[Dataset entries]
'''
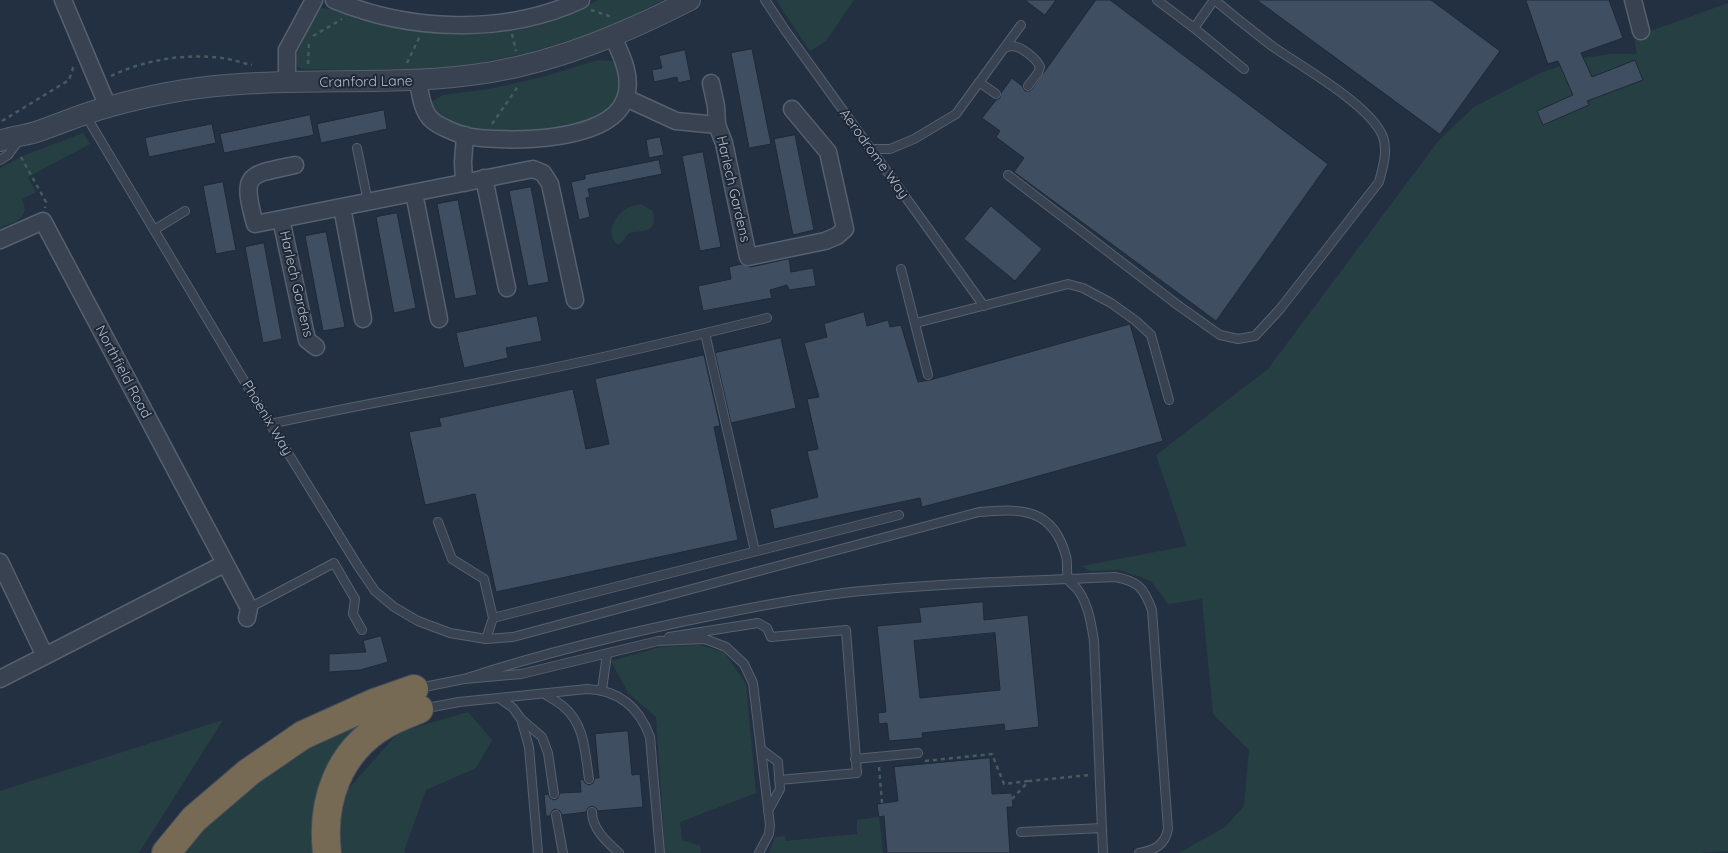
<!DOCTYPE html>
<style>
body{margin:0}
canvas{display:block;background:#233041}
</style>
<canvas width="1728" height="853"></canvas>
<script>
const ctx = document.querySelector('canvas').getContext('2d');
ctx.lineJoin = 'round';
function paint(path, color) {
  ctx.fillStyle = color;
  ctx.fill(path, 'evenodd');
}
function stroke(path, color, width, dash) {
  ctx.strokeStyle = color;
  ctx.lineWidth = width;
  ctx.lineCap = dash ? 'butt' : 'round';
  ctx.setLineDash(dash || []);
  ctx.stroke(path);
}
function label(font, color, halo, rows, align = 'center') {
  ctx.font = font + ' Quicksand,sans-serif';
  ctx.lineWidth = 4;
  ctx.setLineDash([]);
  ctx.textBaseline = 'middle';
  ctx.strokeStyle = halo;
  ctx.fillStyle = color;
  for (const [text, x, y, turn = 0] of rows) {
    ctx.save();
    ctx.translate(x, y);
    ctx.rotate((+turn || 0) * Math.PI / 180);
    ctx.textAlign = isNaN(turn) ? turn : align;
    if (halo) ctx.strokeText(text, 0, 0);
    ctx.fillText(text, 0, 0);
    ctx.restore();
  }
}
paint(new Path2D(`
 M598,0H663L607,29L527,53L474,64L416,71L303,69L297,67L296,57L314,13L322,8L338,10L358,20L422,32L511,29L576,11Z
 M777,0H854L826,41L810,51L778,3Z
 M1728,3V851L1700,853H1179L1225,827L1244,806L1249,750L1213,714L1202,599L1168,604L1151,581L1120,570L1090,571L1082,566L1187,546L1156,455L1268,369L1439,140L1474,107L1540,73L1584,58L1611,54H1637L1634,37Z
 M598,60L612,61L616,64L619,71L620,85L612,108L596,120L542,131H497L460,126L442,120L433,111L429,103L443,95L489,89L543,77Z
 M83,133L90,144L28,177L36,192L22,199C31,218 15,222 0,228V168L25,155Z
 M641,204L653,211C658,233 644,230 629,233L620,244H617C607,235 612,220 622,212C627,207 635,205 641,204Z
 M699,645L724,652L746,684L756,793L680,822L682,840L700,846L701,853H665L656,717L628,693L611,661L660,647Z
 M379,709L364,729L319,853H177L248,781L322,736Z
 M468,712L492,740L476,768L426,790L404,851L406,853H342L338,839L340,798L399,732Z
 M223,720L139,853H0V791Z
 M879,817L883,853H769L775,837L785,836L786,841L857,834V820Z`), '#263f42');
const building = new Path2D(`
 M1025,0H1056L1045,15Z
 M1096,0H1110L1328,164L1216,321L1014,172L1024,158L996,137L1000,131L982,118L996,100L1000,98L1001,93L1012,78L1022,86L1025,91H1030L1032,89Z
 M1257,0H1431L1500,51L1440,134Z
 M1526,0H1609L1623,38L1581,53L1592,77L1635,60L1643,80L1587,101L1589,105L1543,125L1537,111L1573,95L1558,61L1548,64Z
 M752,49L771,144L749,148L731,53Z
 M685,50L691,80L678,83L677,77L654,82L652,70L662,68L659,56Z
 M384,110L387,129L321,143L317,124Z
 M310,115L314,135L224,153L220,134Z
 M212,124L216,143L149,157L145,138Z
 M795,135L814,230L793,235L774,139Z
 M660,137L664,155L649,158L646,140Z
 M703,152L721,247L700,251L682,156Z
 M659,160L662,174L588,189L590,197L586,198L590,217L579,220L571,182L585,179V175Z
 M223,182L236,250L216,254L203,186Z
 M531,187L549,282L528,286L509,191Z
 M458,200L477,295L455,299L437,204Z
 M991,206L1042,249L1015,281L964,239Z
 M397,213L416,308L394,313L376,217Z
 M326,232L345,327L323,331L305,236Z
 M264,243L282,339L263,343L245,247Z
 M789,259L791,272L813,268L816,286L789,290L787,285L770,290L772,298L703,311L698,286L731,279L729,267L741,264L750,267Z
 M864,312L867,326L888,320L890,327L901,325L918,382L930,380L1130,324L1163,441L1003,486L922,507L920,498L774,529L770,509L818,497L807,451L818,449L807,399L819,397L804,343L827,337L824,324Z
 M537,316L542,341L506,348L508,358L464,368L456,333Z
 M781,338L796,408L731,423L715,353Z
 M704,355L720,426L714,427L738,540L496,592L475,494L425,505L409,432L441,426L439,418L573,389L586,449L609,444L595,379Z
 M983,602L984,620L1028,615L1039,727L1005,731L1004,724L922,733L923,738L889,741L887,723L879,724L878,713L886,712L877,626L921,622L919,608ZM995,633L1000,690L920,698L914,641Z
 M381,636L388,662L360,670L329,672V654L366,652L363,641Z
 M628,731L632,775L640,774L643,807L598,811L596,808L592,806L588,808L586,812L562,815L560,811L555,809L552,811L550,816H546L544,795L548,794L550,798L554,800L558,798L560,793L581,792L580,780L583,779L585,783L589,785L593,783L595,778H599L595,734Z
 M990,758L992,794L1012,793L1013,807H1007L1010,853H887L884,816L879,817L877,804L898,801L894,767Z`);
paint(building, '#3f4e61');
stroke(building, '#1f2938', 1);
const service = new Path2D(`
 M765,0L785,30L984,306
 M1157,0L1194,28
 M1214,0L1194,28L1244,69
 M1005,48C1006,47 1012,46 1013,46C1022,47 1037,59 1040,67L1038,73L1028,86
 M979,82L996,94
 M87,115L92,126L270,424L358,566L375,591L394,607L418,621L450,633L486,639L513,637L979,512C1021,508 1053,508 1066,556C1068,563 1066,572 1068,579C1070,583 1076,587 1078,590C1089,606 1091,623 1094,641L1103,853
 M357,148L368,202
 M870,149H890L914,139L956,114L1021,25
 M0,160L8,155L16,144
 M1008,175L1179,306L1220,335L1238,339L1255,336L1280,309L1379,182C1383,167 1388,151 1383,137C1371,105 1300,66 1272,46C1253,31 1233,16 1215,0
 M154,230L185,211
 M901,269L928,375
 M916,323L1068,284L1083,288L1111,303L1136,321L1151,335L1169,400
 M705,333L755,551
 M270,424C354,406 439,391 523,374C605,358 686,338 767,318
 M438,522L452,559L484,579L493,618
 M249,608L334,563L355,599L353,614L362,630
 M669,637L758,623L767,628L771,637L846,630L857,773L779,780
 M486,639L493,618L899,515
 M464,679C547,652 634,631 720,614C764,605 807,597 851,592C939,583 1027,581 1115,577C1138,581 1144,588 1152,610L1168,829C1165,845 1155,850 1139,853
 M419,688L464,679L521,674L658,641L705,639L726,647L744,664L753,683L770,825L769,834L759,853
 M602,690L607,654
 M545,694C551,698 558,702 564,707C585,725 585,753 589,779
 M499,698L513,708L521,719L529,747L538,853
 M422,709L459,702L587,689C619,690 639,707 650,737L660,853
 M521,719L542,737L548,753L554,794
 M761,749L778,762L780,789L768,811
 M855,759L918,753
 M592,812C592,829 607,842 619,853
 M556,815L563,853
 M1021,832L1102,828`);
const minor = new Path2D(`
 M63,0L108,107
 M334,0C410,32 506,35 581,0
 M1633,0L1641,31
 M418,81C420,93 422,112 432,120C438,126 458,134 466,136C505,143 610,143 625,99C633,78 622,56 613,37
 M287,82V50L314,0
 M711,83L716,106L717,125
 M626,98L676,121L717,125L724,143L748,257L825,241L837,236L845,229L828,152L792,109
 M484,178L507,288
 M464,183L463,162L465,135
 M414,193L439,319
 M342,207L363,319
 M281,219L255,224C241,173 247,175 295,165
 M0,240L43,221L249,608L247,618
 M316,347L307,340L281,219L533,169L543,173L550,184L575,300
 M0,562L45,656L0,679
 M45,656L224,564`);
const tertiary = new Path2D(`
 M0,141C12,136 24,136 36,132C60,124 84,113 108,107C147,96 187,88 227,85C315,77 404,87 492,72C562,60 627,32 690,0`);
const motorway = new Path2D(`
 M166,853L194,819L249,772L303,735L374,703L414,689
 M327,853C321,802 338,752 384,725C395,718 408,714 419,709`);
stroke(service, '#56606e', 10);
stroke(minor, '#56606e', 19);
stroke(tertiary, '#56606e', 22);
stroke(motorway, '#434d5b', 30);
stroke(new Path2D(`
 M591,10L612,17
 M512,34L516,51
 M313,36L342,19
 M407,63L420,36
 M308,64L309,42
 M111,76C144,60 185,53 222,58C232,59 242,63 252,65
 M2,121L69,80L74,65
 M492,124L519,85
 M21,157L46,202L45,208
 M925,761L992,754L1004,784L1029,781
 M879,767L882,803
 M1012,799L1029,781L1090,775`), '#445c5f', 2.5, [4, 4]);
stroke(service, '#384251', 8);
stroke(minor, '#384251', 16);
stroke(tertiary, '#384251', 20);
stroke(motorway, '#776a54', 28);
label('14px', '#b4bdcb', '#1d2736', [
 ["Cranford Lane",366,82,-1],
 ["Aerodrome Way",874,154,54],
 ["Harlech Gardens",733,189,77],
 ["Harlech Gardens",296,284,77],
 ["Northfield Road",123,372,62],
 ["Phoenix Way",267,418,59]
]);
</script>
'''
Look above for the line holding "ctx.fill(path, 'evenodd');", then set down exactly that line and every line after it up to and including the line holding "for (const [text, x, y, turn", with nothing else.

Your solution:
  ctx.fill(path, 'evenodd');
}
function stroke(path, color, width, dash) {
  ctx.strokeStyle = color;
  ctx.lineWidth = width;
  ctx.lineCap = dash ? 'butt' : 'round';
  ctx.setLineDash(dash || []);
  ctx.stroke(path);
}
function label(font, color, halo, rows, align = 'center') {
  ctx.font = font + ' Quicksand,sans-serif';
  ctx.lineWidth = 4;
  ctx.setLineDash([]);
  ctx.textBaseline = 'middle';
  ctx.strokeStyle = halo;
  ctx.fillStyle = color;
  for (const [text, x, y, turn = 0] of rows) {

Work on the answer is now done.